With not exactly a shortage of bands reforming in the recent years you would be forgiven for thinking that recently reincarnated eighties ensemble New Order would be little more than a brief injection of euphoria for angst ridden forty-somethings desperate for that last dose of 1983. Instead, we are presented with a measured snapshot of a unique moment in British pop music history, in a fitting scenario that sees Bernard Sumner and co return to Birmingham, thirty two years after the University of Birmingham played host to the last ever Joy Division performance before singer Ian Curtis’s suicide forced Sumner to take to the microphone and lead New Order into a new era.

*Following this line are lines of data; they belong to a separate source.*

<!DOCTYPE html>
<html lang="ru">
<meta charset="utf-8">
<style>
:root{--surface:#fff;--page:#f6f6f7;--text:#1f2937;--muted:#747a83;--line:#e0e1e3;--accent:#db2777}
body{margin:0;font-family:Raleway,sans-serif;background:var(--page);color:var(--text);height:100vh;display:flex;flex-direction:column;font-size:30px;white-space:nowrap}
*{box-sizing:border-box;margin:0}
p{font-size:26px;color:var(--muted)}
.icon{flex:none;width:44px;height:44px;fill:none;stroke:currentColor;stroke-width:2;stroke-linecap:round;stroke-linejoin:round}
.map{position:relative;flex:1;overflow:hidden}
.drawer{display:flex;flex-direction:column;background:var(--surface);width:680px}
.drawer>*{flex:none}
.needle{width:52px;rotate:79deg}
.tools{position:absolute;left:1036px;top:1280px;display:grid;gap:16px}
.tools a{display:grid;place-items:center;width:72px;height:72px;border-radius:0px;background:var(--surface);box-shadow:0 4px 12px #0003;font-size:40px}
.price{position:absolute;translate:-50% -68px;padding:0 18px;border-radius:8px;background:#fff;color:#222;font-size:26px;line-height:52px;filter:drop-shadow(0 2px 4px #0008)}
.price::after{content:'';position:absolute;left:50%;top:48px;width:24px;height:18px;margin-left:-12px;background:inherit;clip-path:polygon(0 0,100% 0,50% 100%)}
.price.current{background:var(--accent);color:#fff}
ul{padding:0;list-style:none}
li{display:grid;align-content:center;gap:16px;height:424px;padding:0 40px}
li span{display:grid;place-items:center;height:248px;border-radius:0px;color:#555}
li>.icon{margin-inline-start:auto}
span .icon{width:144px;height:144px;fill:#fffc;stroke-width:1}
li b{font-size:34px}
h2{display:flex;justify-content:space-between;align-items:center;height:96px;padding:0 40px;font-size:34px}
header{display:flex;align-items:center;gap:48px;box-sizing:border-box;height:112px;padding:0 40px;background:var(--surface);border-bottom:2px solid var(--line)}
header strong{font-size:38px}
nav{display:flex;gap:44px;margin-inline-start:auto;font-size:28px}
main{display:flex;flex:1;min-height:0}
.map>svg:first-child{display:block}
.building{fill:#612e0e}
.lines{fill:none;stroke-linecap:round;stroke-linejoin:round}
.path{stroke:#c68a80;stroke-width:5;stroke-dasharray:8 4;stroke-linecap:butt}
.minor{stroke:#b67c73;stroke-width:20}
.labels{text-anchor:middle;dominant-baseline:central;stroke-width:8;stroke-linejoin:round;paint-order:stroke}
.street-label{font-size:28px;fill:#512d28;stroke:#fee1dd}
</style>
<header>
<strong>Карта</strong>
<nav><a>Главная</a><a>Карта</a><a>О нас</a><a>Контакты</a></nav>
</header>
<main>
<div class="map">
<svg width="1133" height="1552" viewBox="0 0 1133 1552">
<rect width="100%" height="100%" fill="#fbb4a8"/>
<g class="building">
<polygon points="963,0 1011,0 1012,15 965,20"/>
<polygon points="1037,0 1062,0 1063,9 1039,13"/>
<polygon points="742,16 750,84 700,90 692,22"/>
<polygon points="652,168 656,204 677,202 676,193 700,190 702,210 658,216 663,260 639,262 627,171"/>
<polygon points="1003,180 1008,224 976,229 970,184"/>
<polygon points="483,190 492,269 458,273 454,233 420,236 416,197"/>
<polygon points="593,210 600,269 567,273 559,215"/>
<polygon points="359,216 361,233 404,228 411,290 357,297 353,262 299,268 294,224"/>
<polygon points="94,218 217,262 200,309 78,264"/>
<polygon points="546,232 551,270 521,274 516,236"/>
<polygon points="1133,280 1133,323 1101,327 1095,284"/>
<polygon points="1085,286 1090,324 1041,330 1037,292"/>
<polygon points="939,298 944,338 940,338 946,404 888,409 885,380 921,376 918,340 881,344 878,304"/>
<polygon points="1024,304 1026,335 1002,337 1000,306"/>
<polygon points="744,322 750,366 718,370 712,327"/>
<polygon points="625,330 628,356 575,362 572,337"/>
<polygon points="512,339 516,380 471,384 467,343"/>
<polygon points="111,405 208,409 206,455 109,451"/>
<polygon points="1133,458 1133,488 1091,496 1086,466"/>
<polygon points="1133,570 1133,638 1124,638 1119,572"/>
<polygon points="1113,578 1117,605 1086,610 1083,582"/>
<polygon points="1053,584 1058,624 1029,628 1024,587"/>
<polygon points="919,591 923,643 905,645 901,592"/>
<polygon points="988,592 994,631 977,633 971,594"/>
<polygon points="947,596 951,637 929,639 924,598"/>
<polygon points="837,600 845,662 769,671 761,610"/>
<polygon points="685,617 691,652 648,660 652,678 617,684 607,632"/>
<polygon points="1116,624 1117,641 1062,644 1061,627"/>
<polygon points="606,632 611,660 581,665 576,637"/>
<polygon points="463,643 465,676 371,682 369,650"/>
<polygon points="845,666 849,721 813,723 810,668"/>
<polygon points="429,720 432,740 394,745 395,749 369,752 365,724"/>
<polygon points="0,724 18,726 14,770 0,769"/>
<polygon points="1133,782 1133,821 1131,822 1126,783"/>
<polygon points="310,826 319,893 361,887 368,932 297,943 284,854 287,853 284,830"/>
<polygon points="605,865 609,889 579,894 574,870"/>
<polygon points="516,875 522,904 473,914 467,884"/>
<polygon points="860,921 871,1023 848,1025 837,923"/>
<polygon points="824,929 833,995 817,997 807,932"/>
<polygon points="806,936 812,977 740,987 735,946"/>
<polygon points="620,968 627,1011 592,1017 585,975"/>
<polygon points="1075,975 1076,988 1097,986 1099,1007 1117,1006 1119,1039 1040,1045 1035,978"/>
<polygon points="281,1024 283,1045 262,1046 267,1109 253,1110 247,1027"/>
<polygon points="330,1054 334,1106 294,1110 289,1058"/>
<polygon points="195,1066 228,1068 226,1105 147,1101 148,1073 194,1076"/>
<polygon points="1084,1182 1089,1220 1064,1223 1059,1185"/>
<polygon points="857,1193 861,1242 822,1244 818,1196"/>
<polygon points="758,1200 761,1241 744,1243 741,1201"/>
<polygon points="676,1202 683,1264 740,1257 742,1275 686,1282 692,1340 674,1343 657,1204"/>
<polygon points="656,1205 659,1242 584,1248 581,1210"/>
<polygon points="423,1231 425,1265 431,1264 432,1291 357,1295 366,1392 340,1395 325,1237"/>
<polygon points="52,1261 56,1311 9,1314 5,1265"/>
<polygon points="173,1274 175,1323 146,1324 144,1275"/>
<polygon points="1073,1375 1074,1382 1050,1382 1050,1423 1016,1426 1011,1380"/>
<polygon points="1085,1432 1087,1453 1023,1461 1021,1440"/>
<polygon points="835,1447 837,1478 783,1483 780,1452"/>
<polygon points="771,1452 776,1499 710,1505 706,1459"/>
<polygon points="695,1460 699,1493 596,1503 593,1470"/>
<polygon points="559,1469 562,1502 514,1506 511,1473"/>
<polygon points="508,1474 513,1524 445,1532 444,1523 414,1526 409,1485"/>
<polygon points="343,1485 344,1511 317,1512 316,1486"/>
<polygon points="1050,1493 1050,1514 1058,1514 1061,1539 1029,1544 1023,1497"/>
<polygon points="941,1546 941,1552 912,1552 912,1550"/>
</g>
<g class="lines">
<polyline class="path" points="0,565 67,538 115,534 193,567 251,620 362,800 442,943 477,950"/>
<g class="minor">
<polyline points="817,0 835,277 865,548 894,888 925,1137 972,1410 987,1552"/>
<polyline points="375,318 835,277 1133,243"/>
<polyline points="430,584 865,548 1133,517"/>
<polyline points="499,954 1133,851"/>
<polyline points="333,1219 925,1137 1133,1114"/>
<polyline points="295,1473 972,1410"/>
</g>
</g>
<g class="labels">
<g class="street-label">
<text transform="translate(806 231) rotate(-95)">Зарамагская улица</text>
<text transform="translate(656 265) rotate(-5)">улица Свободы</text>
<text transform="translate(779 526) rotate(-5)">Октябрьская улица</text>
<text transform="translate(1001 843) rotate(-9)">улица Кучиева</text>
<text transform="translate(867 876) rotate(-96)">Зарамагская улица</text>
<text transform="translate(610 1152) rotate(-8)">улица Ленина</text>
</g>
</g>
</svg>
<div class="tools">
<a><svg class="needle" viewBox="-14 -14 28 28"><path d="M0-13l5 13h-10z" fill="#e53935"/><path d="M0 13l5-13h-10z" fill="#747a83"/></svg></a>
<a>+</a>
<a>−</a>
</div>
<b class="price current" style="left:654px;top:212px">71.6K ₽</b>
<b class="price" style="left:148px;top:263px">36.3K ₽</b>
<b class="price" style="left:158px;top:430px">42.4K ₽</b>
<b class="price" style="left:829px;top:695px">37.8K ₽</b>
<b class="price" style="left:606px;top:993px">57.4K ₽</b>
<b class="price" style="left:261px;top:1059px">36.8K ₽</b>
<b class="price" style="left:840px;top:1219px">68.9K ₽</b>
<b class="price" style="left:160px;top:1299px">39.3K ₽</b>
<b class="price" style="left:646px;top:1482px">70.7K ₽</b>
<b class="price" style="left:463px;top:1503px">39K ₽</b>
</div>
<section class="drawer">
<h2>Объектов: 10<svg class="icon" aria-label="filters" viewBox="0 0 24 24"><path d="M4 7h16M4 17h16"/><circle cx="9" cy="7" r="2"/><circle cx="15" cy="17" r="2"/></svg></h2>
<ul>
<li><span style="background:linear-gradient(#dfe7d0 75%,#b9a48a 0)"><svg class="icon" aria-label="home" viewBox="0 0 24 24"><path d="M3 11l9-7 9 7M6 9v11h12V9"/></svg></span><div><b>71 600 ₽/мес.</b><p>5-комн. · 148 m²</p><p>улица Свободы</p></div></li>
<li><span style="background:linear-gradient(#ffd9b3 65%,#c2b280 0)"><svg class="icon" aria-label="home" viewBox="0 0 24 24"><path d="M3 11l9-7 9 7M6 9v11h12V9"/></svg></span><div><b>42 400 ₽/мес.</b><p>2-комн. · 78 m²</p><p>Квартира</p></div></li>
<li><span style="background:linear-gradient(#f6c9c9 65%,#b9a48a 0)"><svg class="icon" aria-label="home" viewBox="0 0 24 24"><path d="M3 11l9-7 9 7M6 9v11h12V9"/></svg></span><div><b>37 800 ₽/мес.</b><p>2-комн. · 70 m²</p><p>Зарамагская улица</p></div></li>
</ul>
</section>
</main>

Considering this was clearly going to be a ‘greatest hits’ affair, any danger of passive nostalgia was quashed by an urgency to go out and enjoy the moment, both by band and fans alike. Classics such as True Faith and Temptation teased a vibrant reception as few seemed affected by the absence of founding bassist Peter Hook, currently touring the life out of the Joy Division back catalogue. Jubilation ensued at hearing debut single ‘Ceremony’ and the entire crowd, however balding, seemed to form a mutual connection for an upbeat version of Joy Division classic ‘Love Will Tear Us Apart’, a rendition that seemed to complete a night of simply exceptional music.
Despite Sumner’s niggling cold, (he had a little lean up a wall during Blue Monday – which could be forgiven given its longevity), the band forged on, with unrelenting vigour, ensuring a performance that never once felt laboured and gave the crowd, not just a flash back to their heady days of ‘then’, but a fresh performance for ‘now’, certifying synth-pop’s relevance in the 21st Century.